Li Yu nous montre une Chine dont l’expansion exacerbe la
toute-puissance de ceux qui ont réussis et l’envie de ceux qui y aspire, quitte
à briser quelques destinée sans remord. Le début du film travaille
schématiquement cette notion dans son parallèle entre nantis et démuni. Dans la
scène d’ouverture Lin Dong (Tony Leung Ka-fai) est pressé d’aller à l’essentiel
par la prostituée qu’il a réservée car celle-ci a un rendez-vous peu après.

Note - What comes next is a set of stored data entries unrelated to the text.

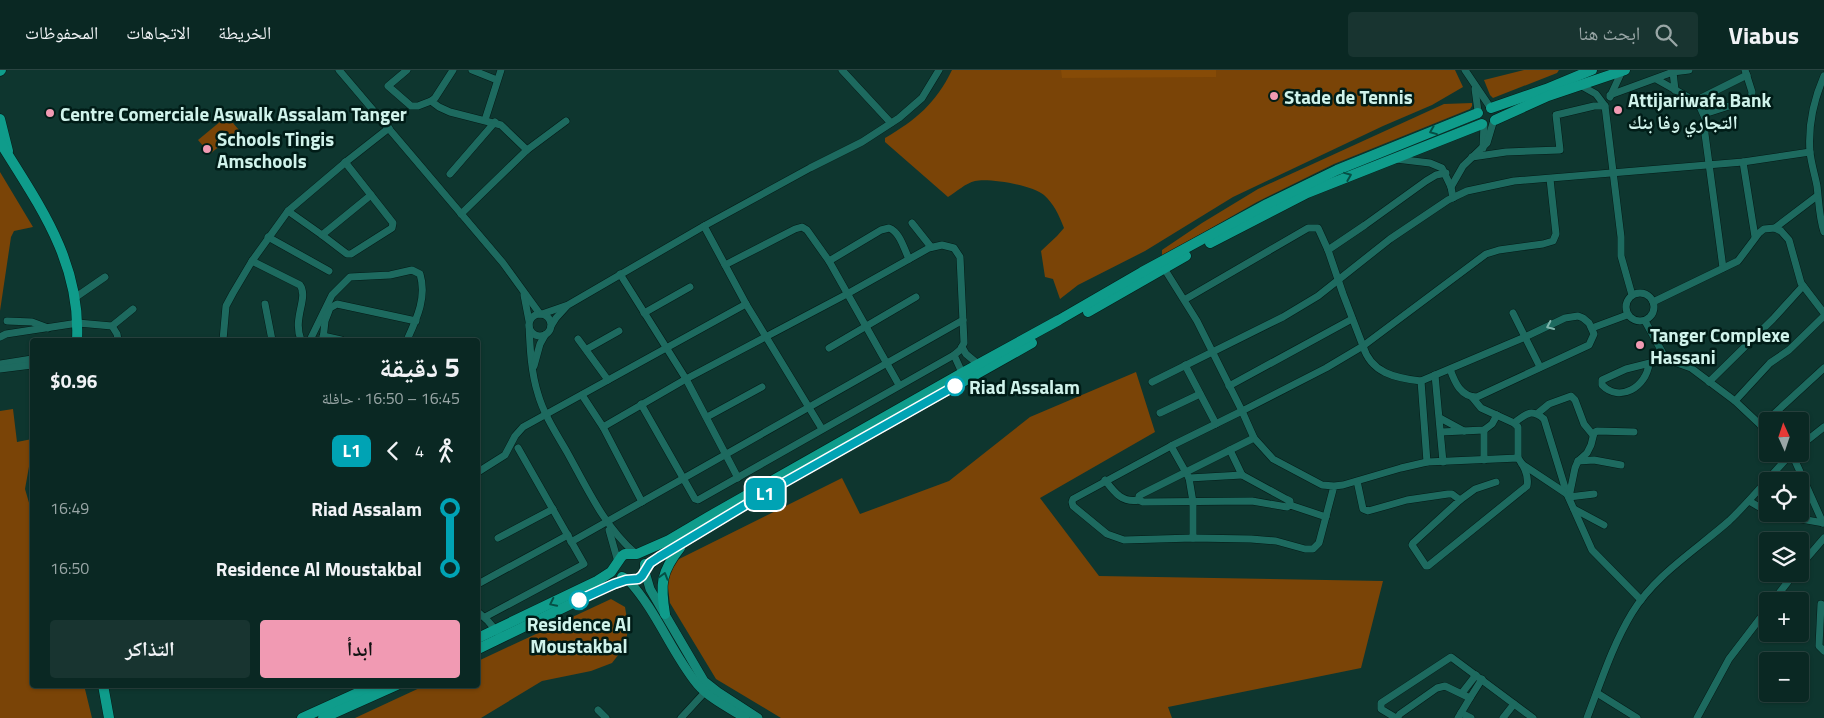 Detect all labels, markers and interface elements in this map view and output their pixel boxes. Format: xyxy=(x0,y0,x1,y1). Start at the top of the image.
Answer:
search box xyxy=(1348,12,1698,57)
text: Viabus xyxy=(1728,17,1799,53)
text: ابحث هنا xyxy=(1578,18,1640,47)
text: المحفوظات xyxy=(25,19,98,46)
text: الاتجاهات xyxy=(126,19,190,46)
text: الخريطة xyxy=(218,19,271,46)
icon: search xyxy=(1652,21,1680,49)
place label: Stade de Tennis xyxy=(1284,82,1413,111)
place label: Attijariwafa Bank التجاري وفا بنك xyxy=(1628,85,1771,137)
marker: Stade de Tennis xyxy=(1268,90,1280,102)
place label: Centre Comerciale Aswalk Assalam Tanger xyxy=(60,99,407,128)
marker: Attijariwafa Bank التجاري وفا بنك xyxy=(1612,104,1624,116)
marker: Centre Comerciale Aswalk Assalam Tanger xyxy=(44,107,56,119)
place label: Schools Tingis Amschools xyxy=(217,124,334,175)
one-way arrow xyxy=(1429,125,1437,135)
marker: Schools Tingis Amschools xyxy=(201,143,213,155)
one-way arrow xyxy=(1343,172,1352,182)
one-way arrow xyxy=(1546,319,1555,329)
place label: Tanger Complexe Hassani xyxy=(1650,320,1790,371)
marker: Tanger Complexe Hassani xyxy=(1634,339,1646,351)
text: 5 دقيقة xyxy=(379,345,460,388)
text: $0.96 xyxy=(50,366,97,395)
place label: Riad Assalam xyxy=(969,372,1080,401)
marker: Riad Assalam xyxy=(945,376,965,396)
text: 16:45 – 16:50 · حافلة xyxy=(322,386,460,410)
north arrow xyxy=(1759,412,1809,462)
map controls xyxy=(1759,412,1809,702)
text: L1 xyxy=(342,437,361,464)
icon: back xyxy=(379,437,407,465)
icon: walk xyxy=(432,437,460,465)
text: 4 xyxy=(415,439,424,463)
button: locate xyxy=(1759,472,1809,522)
line badge: L1 xyxy=(742,478,788,510)
text: L1 xyxy=(756,480,774,507)
text: Riad Assalam xyxy=(311,494,422,523)
text: 16:49 xyxy=(50,496,89,520)
button: layers xyxy=(1759,532,1809,582)
text: Residence Al Moustakbal xyxy=(216,554,422,583)
text: 16:50 xyxy=(50,556,89,580)
one-way arrow xyxy=(659,572,669,580)
marker: Residence Al Moustakbal xyxy=(569,590,589,610)
button: + xyxy=(1759,592,1809,642)
one-way arrow xyxy=(549,597,558,607)
place label: Residence Al Moustakbal xyxy=(527,609,631,660)
button: التذاكر xyxy=(50,620,250,678)
button: ابدأ xyxy=(260,620,460,678)
button: − xyxy=(1759,652,1809,702)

Soucieux de prendre son temps quand il fait l’amour, Dong paye la prostituée
sans consommer, certain qu’elle mettra du cœur à l’ouvrage en guise de
reconnaissance à leur prochaine entrevue. La désinvolture et le pouvoir de l’argent
se révèlent dans ce moment tout sauf anodin et nous découvrirons la source de
revenu de Dong, un salon de massage de pied. C’est que travaille Li Pingguo (Fan
Bingbing) jeune provinciale venue chercher la réussite à Pékin avec son époux
An-kun (Tong Dawei), laveur de carreau dans les gratte-ciels de la ville.
Là
aussi en quelques scènes la réalisatrices captures les aspirations de cette
jeunesse ambitieuse mais amenée à être brisée par les chemins de traverse de
métiers précaires et ingrat, mais aussi par le machisme latent de cette société
chinoise (les mains baladeuses des clients auxquelles mieux vaut ne pas être
trop récalcitrante, la meilleure amie Xiao Mei - fil rouge du récit par sa
déchéance tragique et anonyme - cherchant à dissimuler sa virginité à son
rendez-vous galant du soir). Li Yu met en parallèle une certaine forme de
pureté des sentiments chez les démunis (une longue et sensuelle scène de sexe
entre Li Pingguo et An-kun) et la froideur régnant chez les nantis avec Li Dong
allant voir ailleurs et délaissant son épouse Wang Mei (Elaine Jin) dépitée par
sa stérilité.
Retournant au travail après un repas trop arrosé, Li Pingguo
va aguicher involontairement son patron qui excité va la violer malgré qu’elle
le repousse. Comble du drame, An-kun qui lavait les carreaux de la pièce à ce
moment-là est témoin de l’acte et pense être trompé. Dès lors va se jouer une
comédie entre appât du gain et résurgence des sentiments. La brutalité du
propos interpelle, le viol étant moins une souffrance pour la femme qu’une
humiliation pour l’époux trompé (qui la prendra brutalement par remontrance
quelques heures après ce viol) et finalement une possibilité de s’enrichir. Si
la tentative de chantage initiale échouera lamentablement, le tout devient plus
négociable quand Li Pingguo s’avérera être enceinte et possible mère porteuse
pour les nantis sans enfants. Li Yu dévoile le marché dans un mélange de
cynisme cinglant (le contrat entre les riches scellant une fidélité conjugale
avant la naissance) et d’un humour aussi ironique que gênant. On pense à ce
moment où le mari et le patron craignent que Li Pingguo se soit suicidée en se
jetant dans le vide, la peur naissant plus d’une possible perte de la poule aux
œufs d’or que d’un intérêt pour la jeune femme. Le récit va au plus loin dans
la description de cette société où s’achète, où la dignité s’achète sur l’autel
de la réussite et renvoie finalement pauvre et riche dos à dos dans leur désinvolture
et inhumanité. Seule Fan Bingbing émeut de bout en bout, victime plongée dans
une impasse sans échappatoire comme le montre une sinistre scène de tentative d’avortement.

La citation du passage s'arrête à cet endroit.